Input data START

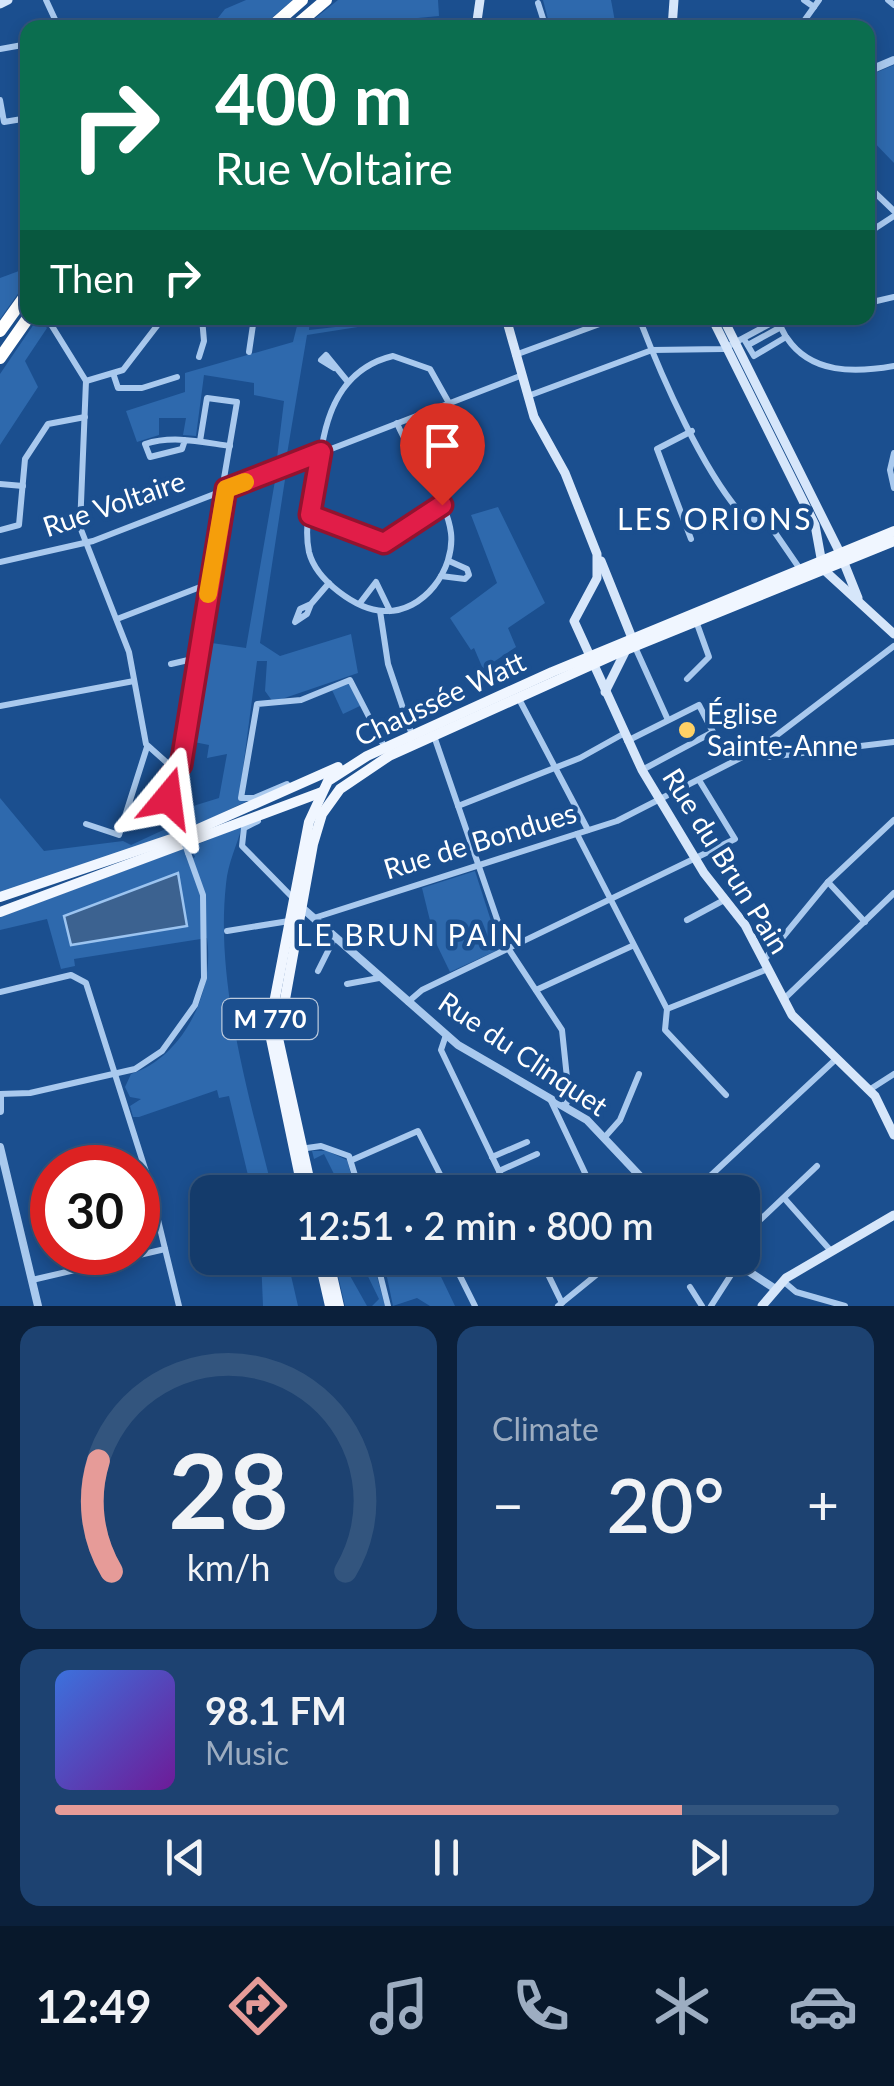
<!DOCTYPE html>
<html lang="en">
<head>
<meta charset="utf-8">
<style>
  body { margin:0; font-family:Lato,sans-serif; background:#1d4271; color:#f1f3f6; height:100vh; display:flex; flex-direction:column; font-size:38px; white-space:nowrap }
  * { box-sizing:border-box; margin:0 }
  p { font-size:32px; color:#9dadc1 }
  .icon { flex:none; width:55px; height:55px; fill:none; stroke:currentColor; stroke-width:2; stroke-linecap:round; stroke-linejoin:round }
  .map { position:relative; height:1306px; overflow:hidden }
  .details { display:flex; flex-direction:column; gap:20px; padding:20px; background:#0b203b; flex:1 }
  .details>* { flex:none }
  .banner { position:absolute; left:20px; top:20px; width:855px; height:305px; border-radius:20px; box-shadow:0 5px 15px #0003,0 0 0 2px #33557e; background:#0b6e4f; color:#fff; overflow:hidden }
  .speed { position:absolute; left:30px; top:1145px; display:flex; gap:20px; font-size:50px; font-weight:700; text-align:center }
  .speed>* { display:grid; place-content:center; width:130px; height:130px; border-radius:50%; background:#143b6b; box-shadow:0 5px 15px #0003,0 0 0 2px #33557e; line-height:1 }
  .speed .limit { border:15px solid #d22; background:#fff; color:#111 }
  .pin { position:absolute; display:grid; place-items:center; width:85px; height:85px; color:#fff; margin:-102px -42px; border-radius:50% 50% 50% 0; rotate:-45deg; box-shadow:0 0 10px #0007 }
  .pin .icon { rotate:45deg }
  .me { position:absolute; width:110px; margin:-55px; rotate:16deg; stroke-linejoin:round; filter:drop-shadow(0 0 8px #0008) }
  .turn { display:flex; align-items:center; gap:35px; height:210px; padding:0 30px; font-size:45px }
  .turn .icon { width:130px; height:130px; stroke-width:2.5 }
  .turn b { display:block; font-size:70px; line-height:85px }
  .then { display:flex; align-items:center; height:95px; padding:0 30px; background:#0003; gap:20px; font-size:38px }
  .big { font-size:75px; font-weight:600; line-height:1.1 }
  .details .card { flex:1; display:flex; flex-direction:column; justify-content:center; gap:15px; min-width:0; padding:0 35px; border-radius:20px; background:#1d4271 }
  .details .dial { align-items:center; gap:0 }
  .dial svg { height:260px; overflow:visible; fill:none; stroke:#33557e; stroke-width:7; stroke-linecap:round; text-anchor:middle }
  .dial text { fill:#f1f3f6; stroke:none }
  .song { display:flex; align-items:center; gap:30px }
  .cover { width:120px; height:120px; border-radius:15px; background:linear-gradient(135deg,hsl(220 70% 55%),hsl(280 70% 35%)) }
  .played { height:10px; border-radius:5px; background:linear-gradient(90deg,#e69b98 80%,#33557e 80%) }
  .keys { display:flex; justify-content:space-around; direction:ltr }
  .heat { display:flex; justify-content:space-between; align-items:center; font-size:55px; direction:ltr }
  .details .tiles { flex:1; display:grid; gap:20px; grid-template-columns:1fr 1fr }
  .card:last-child { grid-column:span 2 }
  .trip { position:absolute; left:190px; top:1175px; width:570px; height:100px; border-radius:20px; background:#143b6b; box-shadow:0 5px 15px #0003,0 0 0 2px #33557e; font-weight:600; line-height:100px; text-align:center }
  .dock { display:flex; height:160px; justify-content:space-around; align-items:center; background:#08182b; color:#9dadc1 }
  .dock .icon { width:70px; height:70px }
  .dock .selected { color:#e69b98 }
  .dock b { font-size:45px; color:#f1f3f6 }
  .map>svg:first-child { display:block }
</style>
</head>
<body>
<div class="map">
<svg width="894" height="1306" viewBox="0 0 894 1306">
  <rect width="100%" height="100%" fill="#1b4f8f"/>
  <!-- green -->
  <g fill="#2e69ad">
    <path d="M246 0H293L261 27 214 23 225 9Z"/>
    <path d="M338 0H438L439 16 407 19 408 27H386L404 20 384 24 385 27 303 28Z"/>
    <path d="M543 0H611L616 27H550Z"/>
    <path d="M894 65V163L868 136V76Z"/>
    <path d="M27 268V281L0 319V278Z"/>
    <path d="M38 318 47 328 25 361 38 387 0 445V374Z"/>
    <path d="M299 318H310L309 330 415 318 307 335 286 460 277 458 284 401 254 395V383L204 375 196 436 183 435 186 418H159V435L137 442 126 411 185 392V373L293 342Z"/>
    <path d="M286 473 260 643 280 656 351 634 358 673 273 702 265 691 267 661H257L239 799 247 801 185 831 177 811 219 798 227 754 207 758 209 745 189 741 205 642 246 648 276 475Z"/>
    <path d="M498 507 545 603 508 628 516 647 483 669 474 648 471 650 450 618 497 583 471 515Z"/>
    <path d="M348 683 362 705 343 714 332 690Z"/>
    <path d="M0 798 44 851 123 841 131 845 174 825 177 835 0 894Z"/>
    <path d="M242 826C237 846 228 862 226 884 215 983 249 1096 273 1192H252L229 1096 219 1098 217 1090 139 1117H133L130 1106 141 1099 130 1097 125 1087 131 1074C183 1057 215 992 207 938L74 959 75 966 61 969 47 919 0 930V917L183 849 189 860 195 857 191 847Z"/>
    <path d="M475 871 500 949 450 972 435 941 422 888Z"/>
    <path d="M312 1151H327L347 1160 356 1192H343L324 1154 314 1159Z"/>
    <path d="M261 1258H287L298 1306H263Z"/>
    <path d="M334 1258H340L367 1306H345Z"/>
    <path d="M359 1258H372L385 1306H372L379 1299Z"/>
    <path d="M383 1258H432L455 1306H430L417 1298 393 1306Z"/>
  </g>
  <!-- water -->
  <path fill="#3c6290" stroke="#9cc4f0" stroke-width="2.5" d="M178 873 187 926 71 945 64 916Z"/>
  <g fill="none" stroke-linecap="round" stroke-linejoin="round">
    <!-- minor -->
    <g stroke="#a9c9ee" stroke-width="6">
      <path d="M46 0 59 28"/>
      <path d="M804 0 814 7"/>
      <path d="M888 0 894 5"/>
      <path d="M538 3 546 28"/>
      <path d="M412 24 413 28"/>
      <path d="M799 28 819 0"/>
      <path d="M0 49 28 44"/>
      <path d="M0 100 4 122 28 118"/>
      <path d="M868 186 894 211"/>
      <path d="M868 233 894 216"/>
      <path d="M868 303 894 297"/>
      <path d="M47 318 86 381 80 527 129 652 146 744 174 769 180 767 179 761"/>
      <path d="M639 318C661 375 704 475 746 519L767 521 800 569"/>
      <path d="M787 338C811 374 855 373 894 366"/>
      <path d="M748 345 781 327"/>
      <path d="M249 352 254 318"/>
      <path d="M515 355 616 318"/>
      <path d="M199 357 204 341 202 318"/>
      <path d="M334 368 321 360 326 355 348 382"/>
      <path d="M114 376 118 388H142L177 377"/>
      <path d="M86 381 123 370 163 318"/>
      <path d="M528 396 652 350 723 349 777 320 786 337 754 356 744 339"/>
      <path d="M397 423C411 459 446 494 451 533 455 569 424 613 384 611 356 610 316 580 309 552 302 520 316 478 322 446 329 404 347 367 393 356L430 369 449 403"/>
      <path d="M185 440 182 449 150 457 145 444C173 435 201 442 230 446"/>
      <path d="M200 441 207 398 237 402 222 490"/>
      <path d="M894 453 890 470 894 488"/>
      <path d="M0 484 23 486"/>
      <path d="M310 515 384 543 442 505"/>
      <path d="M0 530 19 525 25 459 48 424 85 417"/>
      <path d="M691 539 657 449 692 431"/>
      <path d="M0 562 93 541 520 376"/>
      <path d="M441 576 465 579 469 575 467 569 449 561"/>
      <path d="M360 603 376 582 390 611"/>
      <path d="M311 604 307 614 295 622 300 609 311 604 329 583"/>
      <path d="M380 611 388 664 412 735"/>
      <path d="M117 619 208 584"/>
      <path d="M635 647 668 720"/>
      <path d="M171 664 197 658"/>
      <path d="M687 679 709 657 696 621"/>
      <path d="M519 699 588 830"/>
      <path d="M0 706 134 681"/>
      <path d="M434 736 506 945 562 1030 569 1097 565 1107"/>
      <path d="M627 741 699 705 713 732 642 770"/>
      <path d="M755 751 769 757 894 742"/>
      <path d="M179 761 226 490"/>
      <path d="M174 769 168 794 177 823"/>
      <path d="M178 769 187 803"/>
      <path d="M287 784 254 798H241L257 704 301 700 350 680 385 748"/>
      <path d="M458 806 580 758 623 734"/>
      <path d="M258 821 244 828 242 846 293 898"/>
      <path d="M86 824 119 835 147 747"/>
      <path d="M577 834 667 1009"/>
      <path d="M828 882 865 922"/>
      <path d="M314 918 617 821 760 748 894 646"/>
      <path d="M687 920 726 899"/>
      <path d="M227 931 289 921"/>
      <path d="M764 960 828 882 894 820"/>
      <path d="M318 971 334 939"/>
      <path d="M347 984 379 978"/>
      <path d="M536 990 632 946"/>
      <path d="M0 992 71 975 86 983 147 1175 179 1306"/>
      <path d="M784 999 894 893"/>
      <path d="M408 1002 422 990 735 839 699 780"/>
      <path d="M667 1009 665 1030 726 1095"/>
      <path d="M667 1009 768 969"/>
      <path d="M446 1035 441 1050 509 1192"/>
      <path d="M869 1090 894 1074"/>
      <path d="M0 1094 30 1093 135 1069 162 1051 195 1005 204 978 203 895 188 853"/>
      <path d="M551 1101 594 1192"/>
      <path d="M604 1138 620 1120 639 1074"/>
      <path d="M300 1149 321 1146 349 1156 360 1192"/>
      <path d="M492 1157 527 1142"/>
      <path d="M352 1160 418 1131 449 1192"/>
      <path d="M499 1171 537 1154"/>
      <path d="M626 1192 643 1179"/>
      <path d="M693 1192 836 1059"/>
      <path d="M784 1198 831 1251"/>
      <path d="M742 1237 817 1166"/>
      <path d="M376 1258 388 1306"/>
      <path d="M451 1258 475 1306"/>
      <path d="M540 1258 562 1303"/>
      <path d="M32 1280 165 1249"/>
      <path d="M783 1281 796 1292 845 1306"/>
      <path d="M690 1287 702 1306"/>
      <path d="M558 1306 617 1258"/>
      <path d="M711 1306 738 1264"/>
    </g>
    <!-- tertiary -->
    <g stroke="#a9c9ee" stroke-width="8">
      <path d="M868 71 894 60"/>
      <path d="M300 906 458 1045 587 1120 655 1192"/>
      <path d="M0 1095V1111"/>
      <path d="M0 1147 38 1306"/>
      <path d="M728 1258 774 1288"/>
    </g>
    <!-- secondary -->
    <g stroke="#d6e6fa" stroke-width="9">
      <path d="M0 4 8 0"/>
      <path d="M476 28 480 0"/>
      <path d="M672 28 674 0"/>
      <path d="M506 318 534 417 565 473 597 554V578L574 621 642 770 704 873 745 925 792 1015 875 1096 894 1135"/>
      <path d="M712 318 815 525 823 569 894 634"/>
      <path d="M723 318 840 553 858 598"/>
      <path d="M601 561 632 638 605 692"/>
      <path d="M762 1306 786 1278 894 1215"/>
    </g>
    <!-- primary -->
    <g stroke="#f0f6ff" stroke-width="10">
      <path d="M0 897 189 833 338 767"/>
      <path d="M0 912 322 792"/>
      <path d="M303 1192 269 1029 309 822 328 781 367 756 552 672 894 531"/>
      <path d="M312 1192 278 1038 313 844 322 814 340 789 389 756 618 653 894 541"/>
      <path d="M319 1258 330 1306"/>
      <path d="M328 1258 339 1306"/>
    </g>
    <!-- motorway -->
    <g stroke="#fff" stroke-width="12">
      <path d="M270 28 302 0"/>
      <path d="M293 28 326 0"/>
      <path d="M0 331 28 292"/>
      <path d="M0 358 28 318"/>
    </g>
    <!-- minor-bridge -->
    <path stroke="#a9c9ee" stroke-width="6" d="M177 823 188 853"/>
  </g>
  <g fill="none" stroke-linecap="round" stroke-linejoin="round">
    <!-- route casing -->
    <g stroke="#92132f" stroke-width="25">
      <path id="route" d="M168 798 169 778 181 765 226 489 321 452 310 515 384 543 442 505"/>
    </g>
    <!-- route -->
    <use href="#route" stroke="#e11d48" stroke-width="18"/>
    <!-- slow -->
    <path stroke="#f59e0b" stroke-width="18" d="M208 594 226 489 245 482"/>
  </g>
  <!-- markers -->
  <circle fill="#ffd166" stroke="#1b4f8f" stroke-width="4" cx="687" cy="730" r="10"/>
  <g text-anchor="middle" stroke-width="9" stroke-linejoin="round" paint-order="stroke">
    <!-- shield labels -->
    <rect fill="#1b4f8f" stroke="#bbcadd" stroke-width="2.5" x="222.5" y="999" width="95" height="40" rx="8"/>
    <g font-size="25" font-weight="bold" fill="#fff">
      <text x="270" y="1028">M 770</text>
    </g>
    <!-- street labels -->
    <g font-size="28" fill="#fff" stroke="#1b4f8f">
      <text transform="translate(114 504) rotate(-19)" y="10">Rue Voltaire</text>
      <text transform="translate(440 699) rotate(-25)" y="10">Chaussée Watt</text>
      <text transform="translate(480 841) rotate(-17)" y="10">Rue de Bondues</text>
      <text transform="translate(726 861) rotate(58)" y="10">Rue du Brun Pain</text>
      <text transform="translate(523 1054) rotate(34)" y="10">Rue du Clinquet</text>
    </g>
    <!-- poi labels -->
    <g font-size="28" fill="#fff" stroke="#1b4f8f" text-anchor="start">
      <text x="707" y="724">Église<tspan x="707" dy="32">Sainte-Anne</tspan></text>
    </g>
    <!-- neighbourhood labels -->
    <g font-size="30" letter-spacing="2.5" fill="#fff" stroke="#1b4f8f">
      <text x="715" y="530">LES ORIONS</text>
      <text x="411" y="946">LE BRUN PAIN</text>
    </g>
  </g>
</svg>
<div class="speed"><div class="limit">30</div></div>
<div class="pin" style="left:442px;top:505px;background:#d93025"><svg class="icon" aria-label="arrive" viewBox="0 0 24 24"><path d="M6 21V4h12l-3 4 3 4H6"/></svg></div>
<svg class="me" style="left:168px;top:798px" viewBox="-20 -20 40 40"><path d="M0-17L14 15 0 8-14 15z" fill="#e11d48" stroke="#fff" stroke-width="4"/></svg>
<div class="trip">12:51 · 2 min · 800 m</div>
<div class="banner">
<div class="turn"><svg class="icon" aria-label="right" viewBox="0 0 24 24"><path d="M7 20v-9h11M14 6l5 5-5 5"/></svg><div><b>400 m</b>Rue Voltaire</div></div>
<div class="then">Then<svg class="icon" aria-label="right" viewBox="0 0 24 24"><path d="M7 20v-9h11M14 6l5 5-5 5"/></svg></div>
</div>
</div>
<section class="details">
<div class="tiles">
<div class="card dial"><svg viewBox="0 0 100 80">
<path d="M14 69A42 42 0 1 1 86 69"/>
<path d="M14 69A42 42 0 0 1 10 35" stroke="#e69b98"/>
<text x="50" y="56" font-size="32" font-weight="700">28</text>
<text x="50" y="72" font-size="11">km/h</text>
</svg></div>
<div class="card"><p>Climate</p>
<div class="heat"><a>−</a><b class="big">20°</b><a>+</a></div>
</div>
<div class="card">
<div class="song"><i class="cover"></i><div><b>98.1 FM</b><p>Music</p></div></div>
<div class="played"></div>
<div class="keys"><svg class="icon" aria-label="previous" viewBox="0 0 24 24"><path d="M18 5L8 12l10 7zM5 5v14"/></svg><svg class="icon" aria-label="pause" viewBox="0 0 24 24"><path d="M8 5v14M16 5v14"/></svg><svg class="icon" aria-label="next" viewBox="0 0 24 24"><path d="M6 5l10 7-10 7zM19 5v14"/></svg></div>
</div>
</div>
</section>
<nav class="dock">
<b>12:49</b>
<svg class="icon selected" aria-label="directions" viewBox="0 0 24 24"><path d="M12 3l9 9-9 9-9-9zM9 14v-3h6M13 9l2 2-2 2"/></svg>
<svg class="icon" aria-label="music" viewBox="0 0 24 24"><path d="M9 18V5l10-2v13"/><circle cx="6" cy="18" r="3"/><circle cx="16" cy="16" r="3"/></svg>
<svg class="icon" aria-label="phone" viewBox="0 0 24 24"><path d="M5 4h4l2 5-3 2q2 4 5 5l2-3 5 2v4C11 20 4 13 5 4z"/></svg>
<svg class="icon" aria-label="climate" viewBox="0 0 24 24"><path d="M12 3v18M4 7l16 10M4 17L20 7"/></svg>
<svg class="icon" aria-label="car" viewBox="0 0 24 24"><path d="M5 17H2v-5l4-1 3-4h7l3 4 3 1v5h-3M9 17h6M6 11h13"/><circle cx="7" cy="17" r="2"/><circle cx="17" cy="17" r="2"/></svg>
</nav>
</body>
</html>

Input data END

* **Work request**: Only a number is wanted here: how many lines of the records above hold the word "limit".

* **Problem solution**: 2